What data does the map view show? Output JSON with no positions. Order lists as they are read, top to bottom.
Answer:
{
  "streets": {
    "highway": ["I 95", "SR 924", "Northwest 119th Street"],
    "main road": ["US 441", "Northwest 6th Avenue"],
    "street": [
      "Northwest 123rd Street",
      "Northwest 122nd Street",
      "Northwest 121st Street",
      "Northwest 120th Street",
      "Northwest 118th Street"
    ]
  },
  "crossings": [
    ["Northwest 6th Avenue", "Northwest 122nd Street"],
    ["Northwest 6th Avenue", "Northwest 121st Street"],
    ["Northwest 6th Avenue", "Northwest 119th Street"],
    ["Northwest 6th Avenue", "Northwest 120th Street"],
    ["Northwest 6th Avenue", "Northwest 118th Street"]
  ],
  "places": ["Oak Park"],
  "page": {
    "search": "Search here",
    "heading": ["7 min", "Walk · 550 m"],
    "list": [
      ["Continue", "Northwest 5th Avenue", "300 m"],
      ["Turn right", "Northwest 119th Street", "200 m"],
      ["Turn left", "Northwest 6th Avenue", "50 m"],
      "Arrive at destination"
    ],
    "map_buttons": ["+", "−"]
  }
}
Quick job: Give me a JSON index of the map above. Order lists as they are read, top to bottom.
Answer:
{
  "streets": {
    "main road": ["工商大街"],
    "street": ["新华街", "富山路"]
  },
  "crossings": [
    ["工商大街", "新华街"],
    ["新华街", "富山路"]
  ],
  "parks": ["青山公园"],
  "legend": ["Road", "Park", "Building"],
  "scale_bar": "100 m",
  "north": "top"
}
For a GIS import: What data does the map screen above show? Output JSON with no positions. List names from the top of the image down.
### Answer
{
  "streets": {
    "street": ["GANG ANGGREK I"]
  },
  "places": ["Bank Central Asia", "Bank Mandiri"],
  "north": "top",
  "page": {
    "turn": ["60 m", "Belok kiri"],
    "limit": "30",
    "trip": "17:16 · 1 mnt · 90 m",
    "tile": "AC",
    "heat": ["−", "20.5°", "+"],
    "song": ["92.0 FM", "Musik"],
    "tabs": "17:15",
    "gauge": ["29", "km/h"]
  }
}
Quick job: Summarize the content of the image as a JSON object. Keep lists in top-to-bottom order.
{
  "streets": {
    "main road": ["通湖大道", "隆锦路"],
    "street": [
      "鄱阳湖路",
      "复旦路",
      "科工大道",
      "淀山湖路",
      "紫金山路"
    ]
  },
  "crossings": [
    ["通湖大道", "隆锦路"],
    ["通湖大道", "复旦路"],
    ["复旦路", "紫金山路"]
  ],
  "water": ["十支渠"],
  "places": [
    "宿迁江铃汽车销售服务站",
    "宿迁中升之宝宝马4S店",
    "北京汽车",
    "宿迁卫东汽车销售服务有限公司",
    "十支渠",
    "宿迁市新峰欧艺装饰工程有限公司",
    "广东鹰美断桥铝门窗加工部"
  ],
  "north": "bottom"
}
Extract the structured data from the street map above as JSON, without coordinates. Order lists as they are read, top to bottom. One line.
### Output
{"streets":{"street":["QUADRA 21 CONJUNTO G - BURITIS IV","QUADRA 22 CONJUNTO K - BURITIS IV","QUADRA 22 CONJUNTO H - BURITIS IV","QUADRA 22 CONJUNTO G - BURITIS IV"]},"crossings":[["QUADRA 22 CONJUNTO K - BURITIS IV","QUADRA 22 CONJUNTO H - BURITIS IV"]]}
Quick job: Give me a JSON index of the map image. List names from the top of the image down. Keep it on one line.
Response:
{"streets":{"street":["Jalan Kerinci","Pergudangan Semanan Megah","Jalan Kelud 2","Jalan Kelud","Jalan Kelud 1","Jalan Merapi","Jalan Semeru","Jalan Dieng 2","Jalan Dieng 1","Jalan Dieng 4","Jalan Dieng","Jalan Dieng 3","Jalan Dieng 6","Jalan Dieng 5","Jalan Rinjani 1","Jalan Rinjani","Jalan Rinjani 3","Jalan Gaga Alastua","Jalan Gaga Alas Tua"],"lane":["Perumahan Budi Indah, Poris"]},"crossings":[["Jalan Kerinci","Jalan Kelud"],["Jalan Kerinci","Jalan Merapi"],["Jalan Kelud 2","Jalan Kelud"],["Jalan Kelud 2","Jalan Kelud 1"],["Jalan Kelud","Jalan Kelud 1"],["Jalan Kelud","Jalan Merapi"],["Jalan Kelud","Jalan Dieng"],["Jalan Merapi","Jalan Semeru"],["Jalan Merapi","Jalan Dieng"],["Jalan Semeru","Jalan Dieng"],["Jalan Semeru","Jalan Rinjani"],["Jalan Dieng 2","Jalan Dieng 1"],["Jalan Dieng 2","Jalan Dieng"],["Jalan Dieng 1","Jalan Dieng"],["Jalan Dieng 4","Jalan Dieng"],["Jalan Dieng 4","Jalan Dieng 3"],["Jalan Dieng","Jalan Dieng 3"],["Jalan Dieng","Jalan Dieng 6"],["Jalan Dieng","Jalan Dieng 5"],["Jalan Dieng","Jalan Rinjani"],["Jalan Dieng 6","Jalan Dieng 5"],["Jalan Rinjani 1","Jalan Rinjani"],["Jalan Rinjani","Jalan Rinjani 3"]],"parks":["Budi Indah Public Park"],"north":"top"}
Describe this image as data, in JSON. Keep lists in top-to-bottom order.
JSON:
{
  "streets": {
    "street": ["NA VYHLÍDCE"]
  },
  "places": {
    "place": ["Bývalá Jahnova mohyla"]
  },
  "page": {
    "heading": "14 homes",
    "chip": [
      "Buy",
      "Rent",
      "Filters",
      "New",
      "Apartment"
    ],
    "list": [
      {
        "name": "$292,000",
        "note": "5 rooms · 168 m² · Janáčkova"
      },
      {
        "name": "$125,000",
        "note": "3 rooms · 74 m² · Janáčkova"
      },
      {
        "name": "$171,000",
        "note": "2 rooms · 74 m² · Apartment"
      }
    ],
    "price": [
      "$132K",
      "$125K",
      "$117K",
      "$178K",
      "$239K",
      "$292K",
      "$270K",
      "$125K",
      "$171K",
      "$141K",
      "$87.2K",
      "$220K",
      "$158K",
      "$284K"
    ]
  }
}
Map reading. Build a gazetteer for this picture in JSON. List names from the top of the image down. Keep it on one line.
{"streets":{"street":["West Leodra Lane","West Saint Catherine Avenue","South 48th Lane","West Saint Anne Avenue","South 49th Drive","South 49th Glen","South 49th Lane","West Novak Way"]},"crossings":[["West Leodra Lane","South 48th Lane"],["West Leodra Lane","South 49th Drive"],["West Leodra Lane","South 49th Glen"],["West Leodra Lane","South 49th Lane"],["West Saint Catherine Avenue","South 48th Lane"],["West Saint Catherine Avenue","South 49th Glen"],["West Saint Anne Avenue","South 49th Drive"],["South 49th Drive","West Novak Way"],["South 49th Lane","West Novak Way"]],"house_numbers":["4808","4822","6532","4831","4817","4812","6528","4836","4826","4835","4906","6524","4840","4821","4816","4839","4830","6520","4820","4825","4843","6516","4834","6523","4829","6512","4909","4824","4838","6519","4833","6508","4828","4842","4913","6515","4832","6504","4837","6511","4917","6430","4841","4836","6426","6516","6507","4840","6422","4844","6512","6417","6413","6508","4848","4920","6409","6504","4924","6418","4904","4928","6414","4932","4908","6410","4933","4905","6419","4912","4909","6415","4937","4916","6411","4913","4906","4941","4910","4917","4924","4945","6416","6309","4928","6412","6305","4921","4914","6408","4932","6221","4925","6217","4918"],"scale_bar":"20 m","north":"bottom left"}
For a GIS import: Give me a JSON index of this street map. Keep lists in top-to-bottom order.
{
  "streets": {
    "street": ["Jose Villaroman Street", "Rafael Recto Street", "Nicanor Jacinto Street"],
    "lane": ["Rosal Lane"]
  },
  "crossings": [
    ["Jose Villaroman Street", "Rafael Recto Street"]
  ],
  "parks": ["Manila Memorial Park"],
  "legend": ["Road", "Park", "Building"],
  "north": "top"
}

• _Task_
The answer should be an exact copy of the lines from the first line of the data through the line with "Quick job: Give me a JSON index of the map above." and should contain nothing else.

• _Problem solution_
What data does the map view show? Output JSON with no positions. Order lists as they are read, top to bottom.
Answer:
{
  "streets": {
    "highway": ["I 95", "SR 924", "Northwest 119th Street"],
    "main road": ["US 441", "Northwest 6th Avenue"],
    "street": [
      "Northwest 123rd Street",
      "Northwest 122nd Street",
      "Northwest 121st Street",
      "Northwest 120th Street",
      "Northwest 118th Street"
    ]
  },
  "crossings": [
    ["Northwest 6th Avenue", "Northwest 122nd Street"],
    ["Northwest 6th Avenue", "Northwest 121st Street"],
    ["Northwest 6th Avenue", "Northwest 119th Street"],
    ["Northwest 6th Avenue", "Northwest 120th Street"],
    ["Northwest 6th Avenue", "Northwest 118th Street"]
  ],
  "places": ["Oak Park"],
  "page": {
    "search": "Search here",
    "heading": ["7 min", "Walk · 550 m"],
    "list": [
      ["Continue", "Northwest 5th Avenue", "300 m"],
      ["Turn right", "Northwest 119th Street", "200 m"],
      ["Turn left", "Northwest 6th Avenue", "50 m"],
      "Arrive at destination"
    ],
    "map_buttons": ["+", "−"]
  }
}
Quick job: Give me a JSON index of the map above. Order lists as they are read, top to bottom.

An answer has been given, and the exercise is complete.